When I write about my encounters in nature, it isn’t to gloat, but to show to others, who last saw nature in 2019 on a country break, that life is still living on, whether we can see it or not. In fact, the regeneration of this earth is a wonderful thing to hear about, and perhaps it makes the sacrifice worth the pain. I had no idea the ozone layer could heal. I thought it was already dying and so were we all. But it isn’t true, for it is healing, repairing itself and offering us another go at a good life. And so, I write on, a witness to the changes, sending anyone and everyone who is finding this all just too much, who is frightened, lonely, depressed or sick, my deepest respect and encouragement to stick with isolation until we can meet again, and once more walk free.

This could have been the end of humanity.
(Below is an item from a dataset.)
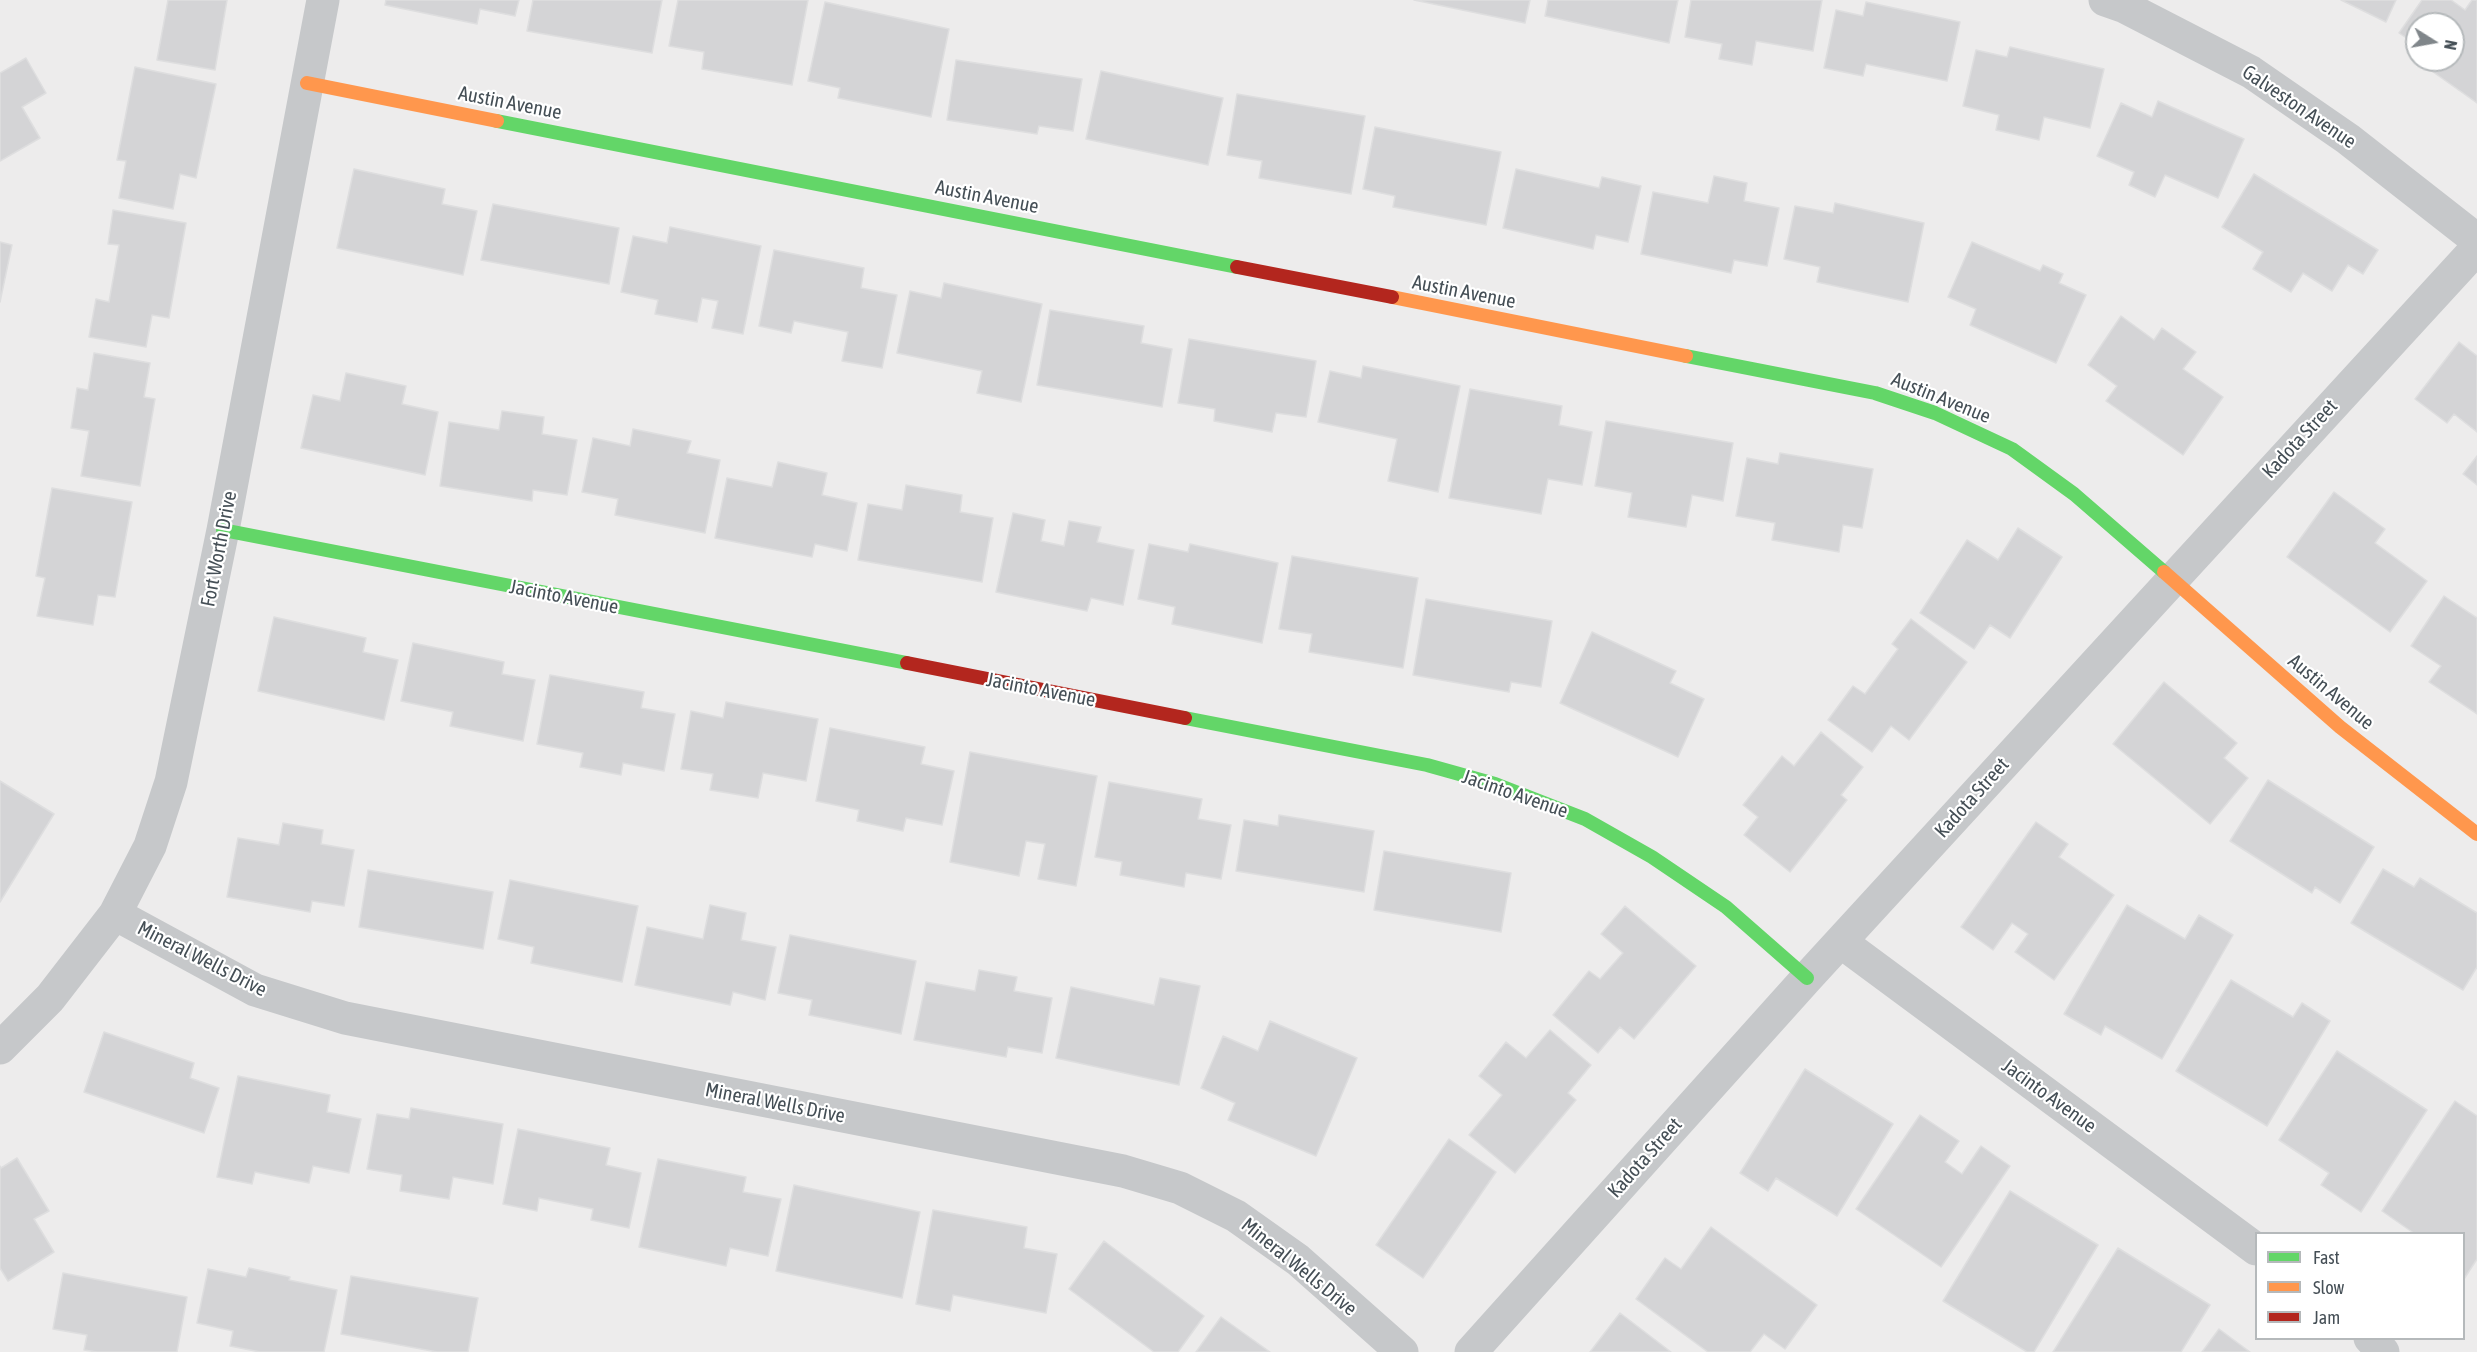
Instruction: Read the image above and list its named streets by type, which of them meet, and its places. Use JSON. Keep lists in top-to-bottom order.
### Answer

Let us hold fast and make it the beginning.

Island Blog – Natural Colour

I am seeing people, the ones who walk by, changing colour. I ‘m not saying I see auras, because I don’t, but the colours they send my way from 6 feet away remarkable me at times. I knew them as one colour, or one set of colours, and, now, they have changed. The look in their eyes has changed. No surprise there. One month of lockdown is manageable; we know we can do it. We can do dry January, after all, or Lent which is even longer, and we can see the end. Not now. We have no idea when the end will come and it is beginning to bother us. Maybe not our innate tigger mentality, but deep inside, we are changing colour. We look out, feeding like greedy, on the the new life, the migrant birds returned, the lush of wild violets, the unusual spread of primroses, anemones, wood sorrel, trip tides, new moons, that twisting eyelift chance of an otter in the saltscape. But we can tire of life, if we are not in renewal. Long term, anything dodgy can become a prison warden, bad relationship, wrong home address, a lockdown. I watch faces as they pass. They look at me, and I at them and we see different. And, you know what……this is good. The chasms in between mountain ridges make us pause for thought, and think we must.
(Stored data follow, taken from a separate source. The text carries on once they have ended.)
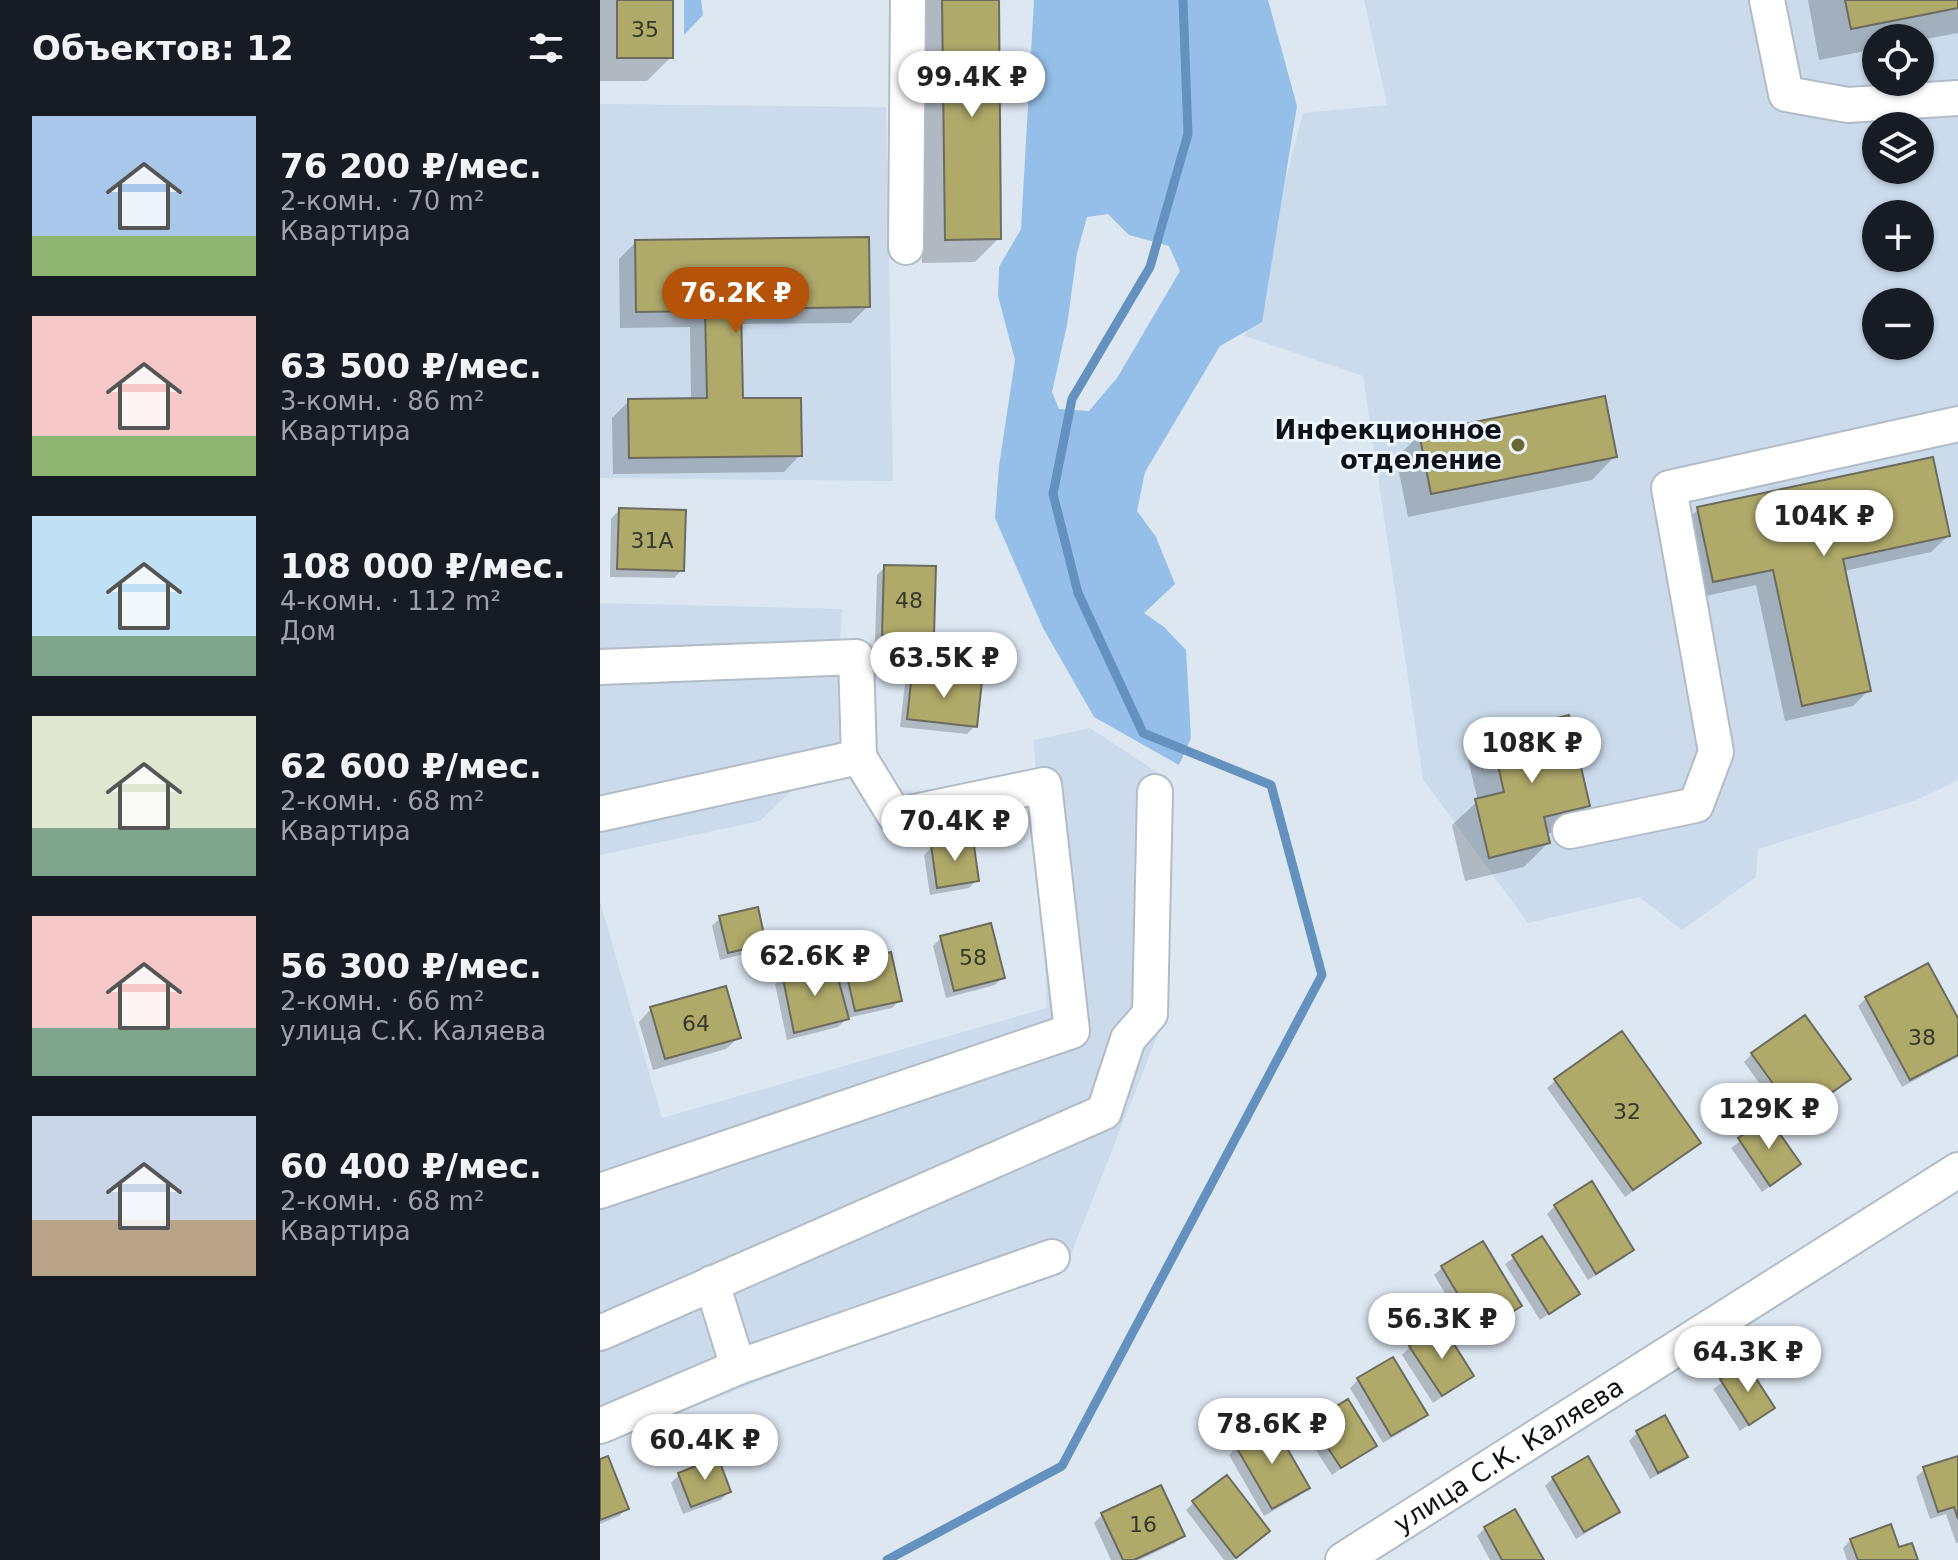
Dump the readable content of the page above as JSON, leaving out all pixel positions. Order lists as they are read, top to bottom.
{
  "streets": {
    "street": ["улица С.К. Каляева"]
  },
  "places": ["Инфекционное отделение"],
  "house_numbers": [
    "35",
    "31А",
    "48",
    "58",
    "64",
    "38",
    "32",
    "16"
  ],
  "page": {
    "heading": "Объектов: 12",
    "map_buttons": ["+", "−"],
    "price": [
      "99.4K ₽",
      "76.2K ₽",
      "104K ₽",
      "63.5K ₽",
      "108K ₽",
      "70.4K ₽",
      "62.6K ₽",
      "129K ₽",
      "56.3K ₽",
      "64.3K ₽",
      "78.6K ₽",
      "60.4K ₽"
    ],
    "list": [
      {
        "name": "76 200 ₽/мес.",
        "note": "2-комн. · 70 m² · Квартира"
      },
      {
        "name": "63 500 ₽/мес.",
        "note": "3-комн. · 86 m² · Квартира"
      },
      {
        "name": "108 000 ₽/мес.",
        "note": "4-комн. · 112 m² · Дом"
      },
      {
        "name": "62 600 ₽/мес.",
        "note": "2-комн. · 68 m² · Квартира"
      },
      {
        "name": "56 300 ₽/мес.",
        "note": "2-комн. · 66 m² · улица С.К. Каляева"
      },
      {
        "name": "60 400 ₽/мес.",
        "note": "2-комн. · 68 m² · Квартира"
      }
    ]
  }
}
Early on, in this lockdown thingy, we brought out all our colours because that is who we are, and who we will always will be. We saw and loved the alpine frocks of pink and blue, clutched in the fists of a crevice and holding on to life by a skinny holdfast, and we smiled. We saw the insect life, the colours of beetles, the jewelled flit of butterflies and other beautiful things without names; we watched sky born spectaculars cut the sky in two on their way to somewhere else and we snatched their colours for our own heart palette. We thought we could use them, and we did for a while, but now is the tough time, the time of pall and frustration, and all of us feel it to some degree. This is the long haul, like mid term for schoolers, except they know the end date, whereas we do not. Now, it is, that we must go back to those colours and remember them, notice how they have changed, as we have all changed. As the whole separation from loved ones takes root we plant new seedlings in our gardens. We decide to hear, anew, the rise of a wren song from a random fence, watch the flounce of goldfinch in fight, see the slowflow of a gannet draw a wavy line across our looking, because we must continue to find the beauty in everything around us.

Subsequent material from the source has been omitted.